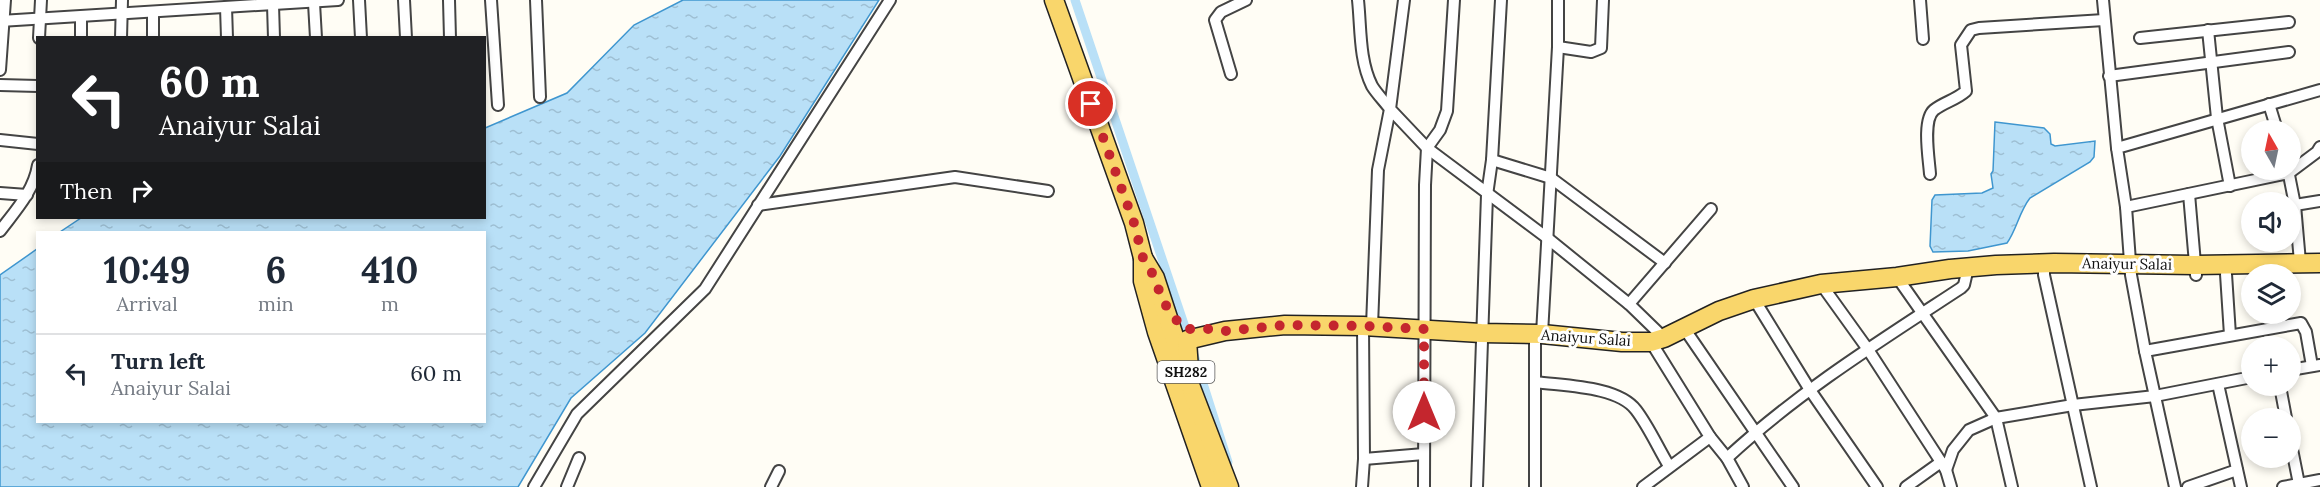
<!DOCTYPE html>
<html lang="en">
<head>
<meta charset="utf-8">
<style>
	body { margin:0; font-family:Lora,serif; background:#f2f2f3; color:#1f2937; height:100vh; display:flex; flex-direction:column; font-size:22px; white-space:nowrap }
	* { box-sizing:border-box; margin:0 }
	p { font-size:20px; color:#747a83 }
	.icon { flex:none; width:33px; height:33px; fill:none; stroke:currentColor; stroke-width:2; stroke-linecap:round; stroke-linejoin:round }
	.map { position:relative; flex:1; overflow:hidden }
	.side { position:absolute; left:36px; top:231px; width:450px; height:192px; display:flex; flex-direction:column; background:#fff; border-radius:0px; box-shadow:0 3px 9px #0003 }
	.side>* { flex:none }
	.banner { position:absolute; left:36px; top:36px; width:450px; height:183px; border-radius:0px; box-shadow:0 3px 9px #0003; background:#202124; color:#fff; overflow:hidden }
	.needle { width:39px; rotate:351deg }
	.controls { position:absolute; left:2241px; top:120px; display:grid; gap:12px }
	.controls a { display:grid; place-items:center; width:60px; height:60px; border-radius:50%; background:#fff; box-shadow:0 3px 9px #0003; font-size:30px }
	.pin { position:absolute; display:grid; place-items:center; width:51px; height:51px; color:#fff; margin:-26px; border:3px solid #fff; border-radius:50%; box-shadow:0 2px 6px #0007 }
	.me { position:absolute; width:66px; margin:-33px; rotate:0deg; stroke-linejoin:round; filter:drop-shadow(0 0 4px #0008) }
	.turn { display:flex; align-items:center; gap:21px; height:126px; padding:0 24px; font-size:27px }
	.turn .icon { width:78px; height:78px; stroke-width:2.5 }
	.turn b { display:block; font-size:42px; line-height:51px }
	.then { display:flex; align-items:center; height:57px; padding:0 24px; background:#0003; gap:12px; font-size:22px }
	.eta { display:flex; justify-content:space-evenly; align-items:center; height:102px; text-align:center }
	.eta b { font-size:36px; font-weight:800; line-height:42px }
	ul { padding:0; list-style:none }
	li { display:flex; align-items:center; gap:18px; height:78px; padding:0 24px; border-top:2px solid #e0e1e3 }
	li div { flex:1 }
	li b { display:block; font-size:22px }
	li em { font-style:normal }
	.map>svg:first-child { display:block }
	.water { fill:url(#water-ripples); stroke:#3f96cf; stroke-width:1.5 }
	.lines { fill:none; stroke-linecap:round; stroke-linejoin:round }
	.canal { stroke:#b9e0f7; stroke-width:9 }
	.street-casing { stroke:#444; stroke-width:14 }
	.primary-casing { stroke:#222; stroke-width:21 }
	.street { stroke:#fff; stroke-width:10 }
	.primary { stroke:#f9d66b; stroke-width:18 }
	.route { stroke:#c4262e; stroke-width:10; stroke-dasharray:0 18 }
	.labels { text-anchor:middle; stroke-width:6; stroke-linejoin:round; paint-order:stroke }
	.shield { fill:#fff; stroke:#585858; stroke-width:1.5 }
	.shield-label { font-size:14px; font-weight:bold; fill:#111 }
	.street-label { font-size:15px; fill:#111; stroke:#fff }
</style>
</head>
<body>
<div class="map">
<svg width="2320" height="487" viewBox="0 0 2320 487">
	<defs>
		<pattern id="water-ripples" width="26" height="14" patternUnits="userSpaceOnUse" patternTransform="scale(1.5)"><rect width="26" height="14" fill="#b9e0f7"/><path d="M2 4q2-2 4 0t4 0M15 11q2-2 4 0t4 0" fill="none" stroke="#9ebfd3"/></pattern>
	</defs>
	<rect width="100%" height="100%" fill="#fffdf5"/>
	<g class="water">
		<polygon points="683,0 879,0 780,156 645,333 571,398 518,487 0,487 0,275 37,249 38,422 484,422 484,232 60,232 81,218 484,218 485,128 567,93 634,25"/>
		<path d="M1995,122L2044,128L2050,134L2051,144L2055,146L2095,141L2094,157L2090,162L2030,198C2019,212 2017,229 2007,243L1968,251L1933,252L1930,246L1932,200L1935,195L1982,193L1993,188L1991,174L1993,171Z"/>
	</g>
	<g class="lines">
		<g class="canal">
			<polyline points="1075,0 1190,342"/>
			<polyline points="1194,355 1228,462"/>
		</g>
		<defs>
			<g id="street">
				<polyline points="359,0 361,38"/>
				<polyline points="404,0 406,38"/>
				<polyline points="449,0 450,38"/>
				<polyline points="491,0 498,105"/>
				<polyline points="536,0 540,97"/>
				<path d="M1358,0C1361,28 1359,60 1372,86C1377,94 1384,101 1390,109L1378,170L1372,326"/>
				<polyline points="1404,0 1390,109 1427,148 1546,237 1629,304 1664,338"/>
				<polyline points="1920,0 1923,39"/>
				<polyline points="2103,0 2117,148"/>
				<polyline points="314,3 316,38"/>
				<polyline points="273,5 274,38"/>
				<polyline points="226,7 227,38"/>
				<polyline points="153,12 153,38"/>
				<polyline points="0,21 338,0"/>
				<polyline points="2208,30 2217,118 2230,186"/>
				<polyline points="39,38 41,0"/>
				<polyline points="81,38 81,17"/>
				<polyline points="121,38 122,0"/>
				<polyline points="2140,38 2289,22"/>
				<polyline points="1558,47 1591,52 1601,48 1603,0"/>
				<polyline points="0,70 5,0"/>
				<polyline points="1231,74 1215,20 1221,12 1246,0"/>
				<polyline points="2109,76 2289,52"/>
				<polyline points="0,85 38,86"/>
				<polyline points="2269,104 2277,130"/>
				<polyline points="0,140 38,144"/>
				<polyline points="1492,160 1551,178 1665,263"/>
				<polyline points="2288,170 2295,205 2300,262"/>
				<path d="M1930,174C1929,159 1922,120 1934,110C1944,102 1956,100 1966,91L1961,45L1971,30L1979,28L2104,20"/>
				<polyline points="0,193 27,195"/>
				<polyline points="2189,194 2196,275"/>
				<polyline points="758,205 955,177 1048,191"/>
				<polyline points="2295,205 2320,201"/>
				<polyline points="2126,207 2289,173 2317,152 2320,147"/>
				<path d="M0,231C15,211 34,191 38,165"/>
				<polyline points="2044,264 2044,275 2091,487"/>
				<polyline points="2226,274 2230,335"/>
				<polyline points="1897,277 1996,418 2012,487"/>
				<polyline points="1821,284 1867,348 1941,462 1946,470 1951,487"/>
				<polyline points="1754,299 1810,390 1877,487"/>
				<polyline points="1629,304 1711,209"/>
				<polyline points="1684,328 1793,487"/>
				<polyline points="1535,334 1535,487"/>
				<polyline points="1542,334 1558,47 1558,0"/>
				<polyline points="2145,351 2301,323 2306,332 2312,366"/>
				<polyline points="2290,370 2320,365"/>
				<path d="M1536,382C1564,386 1618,386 1636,410C1649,427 1658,448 1669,466"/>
				<polyline points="2218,384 2241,487"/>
				<polyline points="2280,386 2286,418"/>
				<polyline points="1710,437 1727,458 1743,487"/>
				<polyline points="2290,439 2299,484 2320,480"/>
				<path d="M1727,458C1798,392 1880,341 1961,288L1964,285L1967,272"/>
				<polyline points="1364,459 1424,454"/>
				<polyline points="1946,470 1953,450 1969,430 1996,418 2073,405 2155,396 2252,377"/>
				<polyline points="534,487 577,414 705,289 890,0"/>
				<polyline points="567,487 579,458"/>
				<polyline points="771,487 779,471"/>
				<polyline points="1362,487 1364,459 1363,326"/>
				<polyline points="1424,487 1425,185 1427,148 1440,130 1447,111 1454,0"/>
				<polyline points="1477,487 1487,195 1492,160 1501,0"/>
				<polyline points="1643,487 1710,437 1651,342"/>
				<polyline points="1906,487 1941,462"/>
				<polyline points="2175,487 2145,351 2131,275 2126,207 2117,148 2320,90"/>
				<polyline points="2188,487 2237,470"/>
				<polyline points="2283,487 2299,484 2300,487"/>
			</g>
			<g id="primary">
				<polyline points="1054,0 1134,223 1143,258 1143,281 1157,332 1211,487"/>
				<polyline points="1143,258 1155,278 1190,385 1229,487"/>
				<polyline points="1190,385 1187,340 1225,331 1285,325 1363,326 1481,333 1542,334 1622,342 1651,342 1664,338 1719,311 1754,299 1821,284 1897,277 1950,269 1996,265 2054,263 2195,265 2320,263"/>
			</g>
		</defs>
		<use href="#street" class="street-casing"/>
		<use href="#primary" class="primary-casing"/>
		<use href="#street" class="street"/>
		<use href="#primary" class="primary"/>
	</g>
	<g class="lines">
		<polyline class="route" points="1091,104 1134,223 1143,258 1155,278 1162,300 1183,329 1214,329 1225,331 1286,325 1363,326 1424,329 1424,412"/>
	</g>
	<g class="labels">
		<rect class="shield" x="1157.5" y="361" width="57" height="22" rx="4.5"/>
		<g class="shield-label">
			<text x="1186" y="377">SH282</text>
		</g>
		<g class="street-label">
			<text transform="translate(2127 264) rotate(1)" y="5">Anaiyur Salai</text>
			<text transform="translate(1586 338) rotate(4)" y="5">Anaiyur Salai</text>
		</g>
	</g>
</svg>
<div class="controls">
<a><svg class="needle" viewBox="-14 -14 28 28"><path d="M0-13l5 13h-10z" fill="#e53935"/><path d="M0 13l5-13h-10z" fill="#747a83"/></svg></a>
<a><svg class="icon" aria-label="sound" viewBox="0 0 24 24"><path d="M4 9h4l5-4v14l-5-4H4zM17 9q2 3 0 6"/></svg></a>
<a><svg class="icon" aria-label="layers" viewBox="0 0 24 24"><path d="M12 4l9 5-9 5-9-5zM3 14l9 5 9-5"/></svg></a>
<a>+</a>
<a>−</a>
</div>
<div class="pin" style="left:1091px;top:104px;background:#d93025"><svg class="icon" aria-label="arrive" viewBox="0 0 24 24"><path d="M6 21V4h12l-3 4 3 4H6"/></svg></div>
<svg class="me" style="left:1424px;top:412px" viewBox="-20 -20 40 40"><circle r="19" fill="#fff"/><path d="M0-13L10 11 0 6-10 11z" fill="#c4262e"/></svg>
<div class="banner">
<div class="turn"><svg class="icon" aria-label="left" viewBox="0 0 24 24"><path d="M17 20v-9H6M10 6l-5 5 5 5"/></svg><div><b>60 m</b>Anaiyur Salai</div></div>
<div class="then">Then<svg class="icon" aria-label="right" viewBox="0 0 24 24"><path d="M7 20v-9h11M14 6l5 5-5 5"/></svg></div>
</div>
<section class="side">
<div class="eta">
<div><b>10:49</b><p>Arrival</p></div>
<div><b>6</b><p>min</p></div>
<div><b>410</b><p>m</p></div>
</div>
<ul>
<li><svg class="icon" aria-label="left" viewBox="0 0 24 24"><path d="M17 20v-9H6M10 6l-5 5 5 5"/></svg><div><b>Turn left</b><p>Anaiyur Salai</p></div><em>60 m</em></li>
</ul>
</section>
</div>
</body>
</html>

**YOUR INSTRUCTIONS**
Begin at the first line of the entries and stop after the line holding "position:absolute; left:2241px; top:120px;"; repeat those lines exactly, but not the pictures.

**RESPONSE BOX**
<!DOCTYPE html>
<html lang="en">
<head>
<meta charset="utf-8">
<style>
	body { margin:0; font-family:Lora,serif; background:#f2f2f3; color:#1f2937; height:100vh; display:flex; flex-direction:column; font-size:22px; white-space:nowrap }
	* { box-sizing:border-box; margin:0 }
	p { font-size:20px; color:#747a83 }
	.icon { flex:none; width:33px; height:33px; fill:none; stroke:currentColor; stroke-width:2; stroke-linecap:round; stroke-linejoin:round }
	.map { position:relative; flex:1; overflow:hidden }
	.side { position:absolute; left:36px; top:231px; width:450px; height:192px; display:flex; flex-direction:column; background:#fff; border-radius:0px; box-shadow:0 3px 9px #0003 }
	.side>* { flex:none }
	.banner { position:absolute; left:36px; top:36px; width:450px; height:183px; border-radius:0px; box-shadow:0 3px 9px #0003; background:#202124; color:#fff; overflow:hidden }
	.needle { width:39px; rotate:351deg }
	.controls { position:absolute; left:2241px; top:120px; display:grid; gap:12px }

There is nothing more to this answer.